I'm having a play with a spreadsheet to see if I can find some kind of way that normal gearing would work. There's certainly no easy way. The closest I've come so far is 8.10185 (going 8:40, then 24:8, 24:20 and 24:140. I'll keep trying...
Oops, just realised that 8.1 would make it that much faster than the other one...
I think most successful long running GBC machines tend to allow for misses / misalignment, so that if a ball misses the slot it is meant to go in, it will wait for the next one. That way, if out of sync it doesn't matter too much.
Closest I've got so far is 8:1.06 - going 8:20, 40:36, 40:140.

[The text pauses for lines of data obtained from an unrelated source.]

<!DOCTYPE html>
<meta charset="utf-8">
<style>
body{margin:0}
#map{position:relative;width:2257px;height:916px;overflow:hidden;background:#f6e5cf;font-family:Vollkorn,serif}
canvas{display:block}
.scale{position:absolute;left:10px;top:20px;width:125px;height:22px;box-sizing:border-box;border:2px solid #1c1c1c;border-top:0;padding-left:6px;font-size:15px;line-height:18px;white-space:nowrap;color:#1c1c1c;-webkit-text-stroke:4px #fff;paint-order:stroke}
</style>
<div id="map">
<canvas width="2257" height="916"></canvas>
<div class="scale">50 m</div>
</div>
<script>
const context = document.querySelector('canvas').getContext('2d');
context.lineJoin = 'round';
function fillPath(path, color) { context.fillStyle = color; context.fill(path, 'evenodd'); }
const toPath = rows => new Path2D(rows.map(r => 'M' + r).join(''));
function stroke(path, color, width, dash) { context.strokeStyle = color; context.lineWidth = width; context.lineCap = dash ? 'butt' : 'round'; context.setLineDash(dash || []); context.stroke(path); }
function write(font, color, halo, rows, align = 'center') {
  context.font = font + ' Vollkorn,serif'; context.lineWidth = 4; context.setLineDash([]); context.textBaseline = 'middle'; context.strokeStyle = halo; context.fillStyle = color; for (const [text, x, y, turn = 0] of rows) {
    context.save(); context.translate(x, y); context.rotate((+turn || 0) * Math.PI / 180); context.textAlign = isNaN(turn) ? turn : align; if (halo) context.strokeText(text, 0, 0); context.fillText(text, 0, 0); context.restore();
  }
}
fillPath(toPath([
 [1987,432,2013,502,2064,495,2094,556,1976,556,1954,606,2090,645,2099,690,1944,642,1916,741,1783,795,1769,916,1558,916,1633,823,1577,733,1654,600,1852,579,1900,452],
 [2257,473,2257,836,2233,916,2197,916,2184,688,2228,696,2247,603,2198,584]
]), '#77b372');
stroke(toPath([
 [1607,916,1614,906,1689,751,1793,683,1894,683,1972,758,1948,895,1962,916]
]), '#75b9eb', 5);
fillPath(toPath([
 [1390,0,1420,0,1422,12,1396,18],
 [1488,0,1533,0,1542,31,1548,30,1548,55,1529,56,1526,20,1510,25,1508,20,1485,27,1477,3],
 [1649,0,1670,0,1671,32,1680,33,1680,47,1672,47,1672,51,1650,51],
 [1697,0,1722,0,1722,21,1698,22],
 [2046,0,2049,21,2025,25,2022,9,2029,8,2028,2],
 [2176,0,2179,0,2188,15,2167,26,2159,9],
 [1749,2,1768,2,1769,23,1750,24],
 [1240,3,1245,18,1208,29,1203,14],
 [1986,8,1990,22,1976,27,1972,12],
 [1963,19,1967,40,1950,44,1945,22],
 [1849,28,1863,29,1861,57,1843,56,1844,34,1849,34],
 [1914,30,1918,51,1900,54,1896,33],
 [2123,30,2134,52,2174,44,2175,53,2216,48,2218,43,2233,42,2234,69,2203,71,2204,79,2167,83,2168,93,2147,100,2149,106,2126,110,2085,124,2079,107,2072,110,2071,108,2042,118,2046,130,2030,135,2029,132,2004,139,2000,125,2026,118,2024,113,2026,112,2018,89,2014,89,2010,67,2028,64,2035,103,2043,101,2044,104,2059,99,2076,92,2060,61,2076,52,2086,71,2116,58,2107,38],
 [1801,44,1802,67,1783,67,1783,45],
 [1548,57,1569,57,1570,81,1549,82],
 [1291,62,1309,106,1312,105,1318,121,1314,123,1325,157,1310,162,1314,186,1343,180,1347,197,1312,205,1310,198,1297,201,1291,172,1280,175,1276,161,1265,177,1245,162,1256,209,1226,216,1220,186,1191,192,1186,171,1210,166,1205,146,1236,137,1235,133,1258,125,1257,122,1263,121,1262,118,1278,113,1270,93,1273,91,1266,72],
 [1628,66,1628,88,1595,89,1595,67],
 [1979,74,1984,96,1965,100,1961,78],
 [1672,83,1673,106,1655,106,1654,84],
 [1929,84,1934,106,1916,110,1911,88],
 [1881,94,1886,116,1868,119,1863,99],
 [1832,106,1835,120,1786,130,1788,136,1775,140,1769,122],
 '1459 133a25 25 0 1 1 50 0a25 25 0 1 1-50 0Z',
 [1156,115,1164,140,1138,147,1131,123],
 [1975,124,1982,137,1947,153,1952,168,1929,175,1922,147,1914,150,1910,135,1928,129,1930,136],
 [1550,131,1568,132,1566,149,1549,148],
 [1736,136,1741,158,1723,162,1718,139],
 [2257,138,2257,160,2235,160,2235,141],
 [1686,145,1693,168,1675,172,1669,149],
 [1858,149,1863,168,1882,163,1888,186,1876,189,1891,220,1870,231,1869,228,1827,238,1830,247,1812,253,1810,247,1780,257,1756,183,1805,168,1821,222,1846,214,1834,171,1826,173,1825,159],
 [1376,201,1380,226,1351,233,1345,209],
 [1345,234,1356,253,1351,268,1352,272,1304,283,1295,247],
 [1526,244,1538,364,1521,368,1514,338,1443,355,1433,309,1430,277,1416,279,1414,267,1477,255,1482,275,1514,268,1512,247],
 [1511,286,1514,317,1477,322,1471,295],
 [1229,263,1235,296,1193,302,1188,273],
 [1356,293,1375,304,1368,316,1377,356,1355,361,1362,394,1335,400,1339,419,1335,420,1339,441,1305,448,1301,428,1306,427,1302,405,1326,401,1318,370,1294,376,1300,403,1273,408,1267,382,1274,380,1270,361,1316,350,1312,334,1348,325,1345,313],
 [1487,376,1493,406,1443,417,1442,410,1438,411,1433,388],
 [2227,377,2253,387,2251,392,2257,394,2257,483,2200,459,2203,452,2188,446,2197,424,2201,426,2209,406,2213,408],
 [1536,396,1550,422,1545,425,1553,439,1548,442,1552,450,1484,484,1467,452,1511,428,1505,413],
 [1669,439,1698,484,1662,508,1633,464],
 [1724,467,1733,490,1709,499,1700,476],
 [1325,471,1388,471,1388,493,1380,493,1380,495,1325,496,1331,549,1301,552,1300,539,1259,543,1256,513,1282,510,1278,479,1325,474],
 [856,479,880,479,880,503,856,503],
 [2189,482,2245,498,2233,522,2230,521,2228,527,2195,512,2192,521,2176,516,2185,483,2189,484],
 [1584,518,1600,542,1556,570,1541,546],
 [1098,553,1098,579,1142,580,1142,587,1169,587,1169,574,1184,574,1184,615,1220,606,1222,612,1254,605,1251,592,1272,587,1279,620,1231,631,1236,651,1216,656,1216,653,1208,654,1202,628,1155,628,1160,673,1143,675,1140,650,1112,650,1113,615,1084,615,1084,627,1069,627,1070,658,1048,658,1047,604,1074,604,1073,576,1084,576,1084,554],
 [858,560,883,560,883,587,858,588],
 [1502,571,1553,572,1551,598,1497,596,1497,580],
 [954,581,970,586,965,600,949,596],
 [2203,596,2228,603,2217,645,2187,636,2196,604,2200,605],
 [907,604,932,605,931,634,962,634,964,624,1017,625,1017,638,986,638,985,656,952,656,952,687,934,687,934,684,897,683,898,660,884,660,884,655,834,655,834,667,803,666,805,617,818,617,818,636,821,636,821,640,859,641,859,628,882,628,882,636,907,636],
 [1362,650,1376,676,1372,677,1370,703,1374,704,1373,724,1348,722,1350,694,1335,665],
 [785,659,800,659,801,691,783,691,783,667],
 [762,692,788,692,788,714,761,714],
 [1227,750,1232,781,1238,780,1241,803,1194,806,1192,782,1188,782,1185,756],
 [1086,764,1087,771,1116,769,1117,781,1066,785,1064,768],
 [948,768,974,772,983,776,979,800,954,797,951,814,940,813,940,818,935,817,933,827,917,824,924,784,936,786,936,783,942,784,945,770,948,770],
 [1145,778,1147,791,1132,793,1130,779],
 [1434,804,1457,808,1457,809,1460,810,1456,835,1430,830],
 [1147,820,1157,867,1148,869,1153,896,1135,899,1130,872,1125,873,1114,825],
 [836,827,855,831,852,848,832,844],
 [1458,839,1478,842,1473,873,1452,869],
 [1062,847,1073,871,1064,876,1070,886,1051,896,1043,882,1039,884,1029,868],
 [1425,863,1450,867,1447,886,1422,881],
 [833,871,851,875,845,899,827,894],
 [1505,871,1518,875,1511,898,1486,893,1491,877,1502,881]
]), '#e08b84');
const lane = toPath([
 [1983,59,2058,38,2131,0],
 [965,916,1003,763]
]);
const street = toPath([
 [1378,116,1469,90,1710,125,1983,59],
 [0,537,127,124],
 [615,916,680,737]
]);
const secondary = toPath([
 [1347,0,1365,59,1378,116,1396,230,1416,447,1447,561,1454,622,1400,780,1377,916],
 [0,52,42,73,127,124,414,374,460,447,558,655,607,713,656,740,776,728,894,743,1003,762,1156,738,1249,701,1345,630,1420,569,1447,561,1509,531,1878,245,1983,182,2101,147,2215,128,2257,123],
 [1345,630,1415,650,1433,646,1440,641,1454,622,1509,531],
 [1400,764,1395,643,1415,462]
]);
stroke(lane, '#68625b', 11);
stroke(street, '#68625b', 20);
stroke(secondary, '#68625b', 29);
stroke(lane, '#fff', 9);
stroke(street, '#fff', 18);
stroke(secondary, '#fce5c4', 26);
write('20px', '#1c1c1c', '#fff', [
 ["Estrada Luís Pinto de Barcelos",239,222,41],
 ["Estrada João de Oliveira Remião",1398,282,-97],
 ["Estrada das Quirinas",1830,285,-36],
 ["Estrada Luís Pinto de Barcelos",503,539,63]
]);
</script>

Honestly, I'm quite surprised that Lego gave this gear 140 teeth. It just doesn't work as a multiple of any of the other gears. 4 more teeth on it would have worked beautifully.
It just doesn't work. Nothing works, and all because it's 140-tooth. If it was 144-tooth it would be a piece of cake (8:16, 36:144).
I suspect this is a rare case of Lego not actually thinking a new part through properly.
The caveat is that I've used a gear which you don't list. Well actually, there's two different ones you could use, but I'm not sure if one of them would work or not.
You'd need either this old 14-tooth gear or this 28-tooth differential gear (which I'm not sure you could use, given it's not got an axle-hole)
For the 14-tooth, you'd go 40:16, 20:40, 14:140. For the 28-tooth, you'd go 20:16, 20:40, 28:140.
In fact, see Sariel's gear calculator http://gears.sariel.pl ... in the example there, red is 20 tooth and yellow is 140 tooth. Then instead of fixing the yellow ring and allowing the grey bar to be the rotator, fix the grey bar and the yellow ring will rotate at 1:8 speed of the red. I haven't got the parts with me to test what fits for the blue.
Anyway, surely it'd be a 7:1 ratio? For every 7 times you turned the 20-tooth gear, the 140-tooth gear would turn once.
Huw,
If the centre drive doesn't work and you did want to use the old 28 tooth differential like a regular gear (part 73071) as suggested by Paperballpark. The easiest way to fix it to an axle is to insert the three internal bevel gears and slide a single axle through the whole assembly.
You could have a drive train 140:28 to 16:8 to 16:8 to 16:40 giving a ratio of 5 x 2 x 2 x .4 = 8.